Angka yang tidak main-main bagi seorang yang dianggap memiliki kemampuan dibidang akademik dan berwawasan intelektual. Sarjana, dipandang sebagai seorang berilmu dan memiliki masa depan cerah. Pandangan masyarakat terhadap “sarjana” memang berlebihan. Mereka dianggap sebagai orang terdidik yang serba bisa dalam segala hal. Namun, pada kenyataannya jumlah “penganggur profesional” ini semakin bertambah per tahunnya. Seiring dengan fenomena ini, pihak Perguruan Tinggi semakin membuka lebar kesempatan untuk menjadi mahasiswa, bahkan lewat jalur masuk yang bervariasi nama, uang dan prosurnya.

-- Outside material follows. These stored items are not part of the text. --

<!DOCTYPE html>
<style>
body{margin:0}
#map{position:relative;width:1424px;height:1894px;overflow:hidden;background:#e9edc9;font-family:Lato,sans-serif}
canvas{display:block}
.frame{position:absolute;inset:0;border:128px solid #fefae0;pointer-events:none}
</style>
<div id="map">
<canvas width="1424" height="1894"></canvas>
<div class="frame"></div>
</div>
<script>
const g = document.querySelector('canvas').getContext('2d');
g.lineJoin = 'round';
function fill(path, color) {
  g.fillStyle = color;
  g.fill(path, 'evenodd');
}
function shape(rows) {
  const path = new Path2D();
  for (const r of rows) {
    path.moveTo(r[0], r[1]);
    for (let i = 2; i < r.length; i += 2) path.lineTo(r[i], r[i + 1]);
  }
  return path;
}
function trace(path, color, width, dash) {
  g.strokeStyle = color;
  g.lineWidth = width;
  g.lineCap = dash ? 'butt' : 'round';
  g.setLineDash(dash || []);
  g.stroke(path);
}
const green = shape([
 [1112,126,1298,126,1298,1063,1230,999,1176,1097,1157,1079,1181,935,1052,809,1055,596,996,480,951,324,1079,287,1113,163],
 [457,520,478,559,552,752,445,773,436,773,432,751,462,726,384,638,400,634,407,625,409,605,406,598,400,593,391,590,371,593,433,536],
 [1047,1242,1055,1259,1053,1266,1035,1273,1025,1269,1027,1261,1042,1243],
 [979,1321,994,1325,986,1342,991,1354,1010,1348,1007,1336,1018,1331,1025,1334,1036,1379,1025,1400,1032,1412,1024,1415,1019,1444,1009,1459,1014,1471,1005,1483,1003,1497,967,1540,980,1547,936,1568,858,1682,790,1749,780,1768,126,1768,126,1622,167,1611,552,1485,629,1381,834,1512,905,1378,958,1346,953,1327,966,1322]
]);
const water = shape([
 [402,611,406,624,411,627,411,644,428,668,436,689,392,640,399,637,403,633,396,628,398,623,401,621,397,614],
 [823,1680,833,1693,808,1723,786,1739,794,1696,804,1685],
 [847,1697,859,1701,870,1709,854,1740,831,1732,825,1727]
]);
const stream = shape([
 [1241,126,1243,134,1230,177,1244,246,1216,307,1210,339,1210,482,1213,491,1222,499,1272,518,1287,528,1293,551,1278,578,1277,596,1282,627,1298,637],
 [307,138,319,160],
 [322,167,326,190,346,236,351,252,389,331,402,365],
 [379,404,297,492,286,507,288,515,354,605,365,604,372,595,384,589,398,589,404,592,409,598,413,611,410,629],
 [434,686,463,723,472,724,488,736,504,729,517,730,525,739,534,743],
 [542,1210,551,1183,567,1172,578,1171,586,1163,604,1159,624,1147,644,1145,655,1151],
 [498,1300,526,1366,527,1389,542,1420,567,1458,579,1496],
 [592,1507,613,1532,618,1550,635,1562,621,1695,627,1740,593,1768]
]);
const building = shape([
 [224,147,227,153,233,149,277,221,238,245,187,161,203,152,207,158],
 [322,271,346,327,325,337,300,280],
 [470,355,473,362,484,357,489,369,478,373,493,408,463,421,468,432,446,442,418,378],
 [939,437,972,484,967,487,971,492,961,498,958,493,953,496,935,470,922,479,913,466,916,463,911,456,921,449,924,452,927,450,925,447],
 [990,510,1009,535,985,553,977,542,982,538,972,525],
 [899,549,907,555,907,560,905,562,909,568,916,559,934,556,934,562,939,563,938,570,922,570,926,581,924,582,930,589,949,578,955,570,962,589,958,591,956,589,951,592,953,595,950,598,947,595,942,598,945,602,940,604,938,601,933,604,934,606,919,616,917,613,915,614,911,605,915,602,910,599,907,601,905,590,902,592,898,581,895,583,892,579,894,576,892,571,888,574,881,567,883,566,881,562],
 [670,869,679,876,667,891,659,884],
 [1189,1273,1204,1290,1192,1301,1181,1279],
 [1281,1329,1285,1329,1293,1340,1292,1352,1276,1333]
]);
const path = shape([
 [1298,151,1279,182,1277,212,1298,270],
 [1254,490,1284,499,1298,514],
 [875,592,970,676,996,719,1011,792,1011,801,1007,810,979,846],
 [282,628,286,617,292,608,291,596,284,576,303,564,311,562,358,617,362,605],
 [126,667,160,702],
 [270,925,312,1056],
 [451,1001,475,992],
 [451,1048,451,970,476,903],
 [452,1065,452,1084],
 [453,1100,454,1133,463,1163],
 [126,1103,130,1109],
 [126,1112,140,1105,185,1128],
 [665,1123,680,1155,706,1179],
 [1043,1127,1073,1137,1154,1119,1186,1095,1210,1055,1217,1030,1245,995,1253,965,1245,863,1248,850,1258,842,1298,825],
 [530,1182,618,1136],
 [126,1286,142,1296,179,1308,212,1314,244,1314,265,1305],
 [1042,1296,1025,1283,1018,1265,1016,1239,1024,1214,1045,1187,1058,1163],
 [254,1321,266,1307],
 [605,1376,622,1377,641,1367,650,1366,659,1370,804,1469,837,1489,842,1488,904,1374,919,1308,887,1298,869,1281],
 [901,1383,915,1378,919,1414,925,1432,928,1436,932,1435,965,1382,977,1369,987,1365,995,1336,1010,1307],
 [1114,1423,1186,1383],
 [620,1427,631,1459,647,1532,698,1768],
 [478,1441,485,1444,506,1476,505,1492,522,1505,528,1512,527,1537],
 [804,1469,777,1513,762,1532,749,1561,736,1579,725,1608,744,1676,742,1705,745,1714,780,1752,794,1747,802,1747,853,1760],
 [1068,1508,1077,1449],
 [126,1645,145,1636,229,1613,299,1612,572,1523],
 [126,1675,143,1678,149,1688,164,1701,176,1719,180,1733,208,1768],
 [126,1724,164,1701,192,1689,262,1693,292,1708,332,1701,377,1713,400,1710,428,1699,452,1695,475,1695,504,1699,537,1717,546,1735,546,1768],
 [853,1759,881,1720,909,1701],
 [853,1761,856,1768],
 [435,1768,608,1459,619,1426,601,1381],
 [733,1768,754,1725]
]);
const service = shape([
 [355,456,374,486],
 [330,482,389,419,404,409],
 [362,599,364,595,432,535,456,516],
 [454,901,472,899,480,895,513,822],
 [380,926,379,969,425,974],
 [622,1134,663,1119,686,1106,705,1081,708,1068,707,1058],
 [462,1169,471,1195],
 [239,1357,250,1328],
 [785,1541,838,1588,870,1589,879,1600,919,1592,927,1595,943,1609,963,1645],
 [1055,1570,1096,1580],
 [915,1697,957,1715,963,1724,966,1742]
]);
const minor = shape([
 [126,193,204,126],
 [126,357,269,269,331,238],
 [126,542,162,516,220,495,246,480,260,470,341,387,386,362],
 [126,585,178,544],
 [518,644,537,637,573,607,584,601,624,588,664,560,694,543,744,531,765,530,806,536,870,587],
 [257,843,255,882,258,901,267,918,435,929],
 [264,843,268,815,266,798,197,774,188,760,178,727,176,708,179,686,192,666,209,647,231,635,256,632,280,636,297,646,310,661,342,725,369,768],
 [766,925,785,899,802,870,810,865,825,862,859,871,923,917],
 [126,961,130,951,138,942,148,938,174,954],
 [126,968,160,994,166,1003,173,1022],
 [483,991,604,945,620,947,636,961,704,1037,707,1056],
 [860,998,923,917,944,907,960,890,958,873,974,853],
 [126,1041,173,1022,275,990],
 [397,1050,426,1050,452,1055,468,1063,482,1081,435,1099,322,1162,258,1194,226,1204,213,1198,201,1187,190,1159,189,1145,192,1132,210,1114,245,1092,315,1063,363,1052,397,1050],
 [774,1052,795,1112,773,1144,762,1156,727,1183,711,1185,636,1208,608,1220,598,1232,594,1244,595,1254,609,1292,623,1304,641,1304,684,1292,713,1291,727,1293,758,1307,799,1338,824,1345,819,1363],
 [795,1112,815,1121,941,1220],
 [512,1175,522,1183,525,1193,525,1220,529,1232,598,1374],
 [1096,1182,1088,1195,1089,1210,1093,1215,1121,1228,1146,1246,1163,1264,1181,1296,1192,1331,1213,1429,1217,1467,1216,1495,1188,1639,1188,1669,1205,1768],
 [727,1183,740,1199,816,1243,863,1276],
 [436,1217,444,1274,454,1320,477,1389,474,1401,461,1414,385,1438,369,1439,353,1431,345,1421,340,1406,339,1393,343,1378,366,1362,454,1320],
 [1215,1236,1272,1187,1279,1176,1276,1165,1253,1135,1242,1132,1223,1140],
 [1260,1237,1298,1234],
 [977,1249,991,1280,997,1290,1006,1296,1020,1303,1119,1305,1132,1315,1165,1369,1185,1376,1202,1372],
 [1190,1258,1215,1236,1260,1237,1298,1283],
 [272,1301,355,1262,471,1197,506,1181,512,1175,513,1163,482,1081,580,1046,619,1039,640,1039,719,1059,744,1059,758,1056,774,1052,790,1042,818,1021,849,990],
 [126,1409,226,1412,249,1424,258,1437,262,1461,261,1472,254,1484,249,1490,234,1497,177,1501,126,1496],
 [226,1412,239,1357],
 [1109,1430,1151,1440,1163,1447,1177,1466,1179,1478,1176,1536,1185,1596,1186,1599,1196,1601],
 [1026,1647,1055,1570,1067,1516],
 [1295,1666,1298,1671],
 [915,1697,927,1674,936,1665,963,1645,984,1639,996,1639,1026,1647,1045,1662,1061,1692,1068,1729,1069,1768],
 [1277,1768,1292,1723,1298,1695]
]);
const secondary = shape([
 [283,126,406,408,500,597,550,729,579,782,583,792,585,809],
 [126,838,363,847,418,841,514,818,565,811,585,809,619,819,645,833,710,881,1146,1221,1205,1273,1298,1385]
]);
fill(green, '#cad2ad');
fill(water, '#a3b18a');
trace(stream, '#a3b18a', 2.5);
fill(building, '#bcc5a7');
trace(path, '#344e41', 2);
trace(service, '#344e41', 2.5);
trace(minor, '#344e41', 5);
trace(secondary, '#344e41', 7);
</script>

Menurut penelitian Vocation Education Development Center di Malang Jawa Timur menjelaskan bahwa lulusan perguruan tinggi kebanyakan tidak memiliki keterampilan khusus. Selain itu, mereka hanya mengetahui dan menguasai bidang/ilmu tertentu. Akibatnya, mereka menjadi penganggur terpelajar, begitu lulus mereka hanya mencari kerja dan tidak bisa menciptakan lapangan kerja. “sekarang yang ingin aku jalani ialah mencari kerja (apa saja asal halal.red) lalu akan membuat usaha kost-kost’an” ungkap seseorang sarjanawati beberapa waktu lalu. Lulusan tahun 2010 ini bisa mewakili beberapa sarjana yang masih menganggur. Lalu kenapa baru terfikir ketika sudah menjadi sarjana? Kenapa rencana masa depan baru akan dibuat setelah lulus? Apakah sikap hedonis dan apatis lebih banyak dilakukan semasa menjadi mahasiswa?
Pada kenyataannya IPK 4 juga tidak menjamin seorang sarjana mampu ber-fighter dalam dunia kerja. Memang lulusan perguruan tinggi tidak dirancang untuk siap kerja, tapi lebih tepat dikatakan siap kerja. Maka sedikit menggelikan bila lulusan Sarjana miskin keterampilan. Bahkan yang sudah bekerja juga banyak yang tidak sesuai bidang nya atau yang tertulis dalam ijazah sarjana yang dimilikinya. Senangkah bila seorang sarjana bekerja dengan pimpinan tamatan dibawah kita, yang tidak bertitel sederajat atau bahkan lulusan Sekolah menengah? . Maka hendaklah Mahasiswa tidak berfikiran dengan sebuah titel (sarjana.red) hidupnya akan makmur loh jinawi . Tapi terus berinisiatif dalam peta hidupnya masing-masing, menjadi apa nantinya? Bagaimana masa depannya? Harus menjadi perenungan jauh ketika masih menjadi seorang mahasiswa.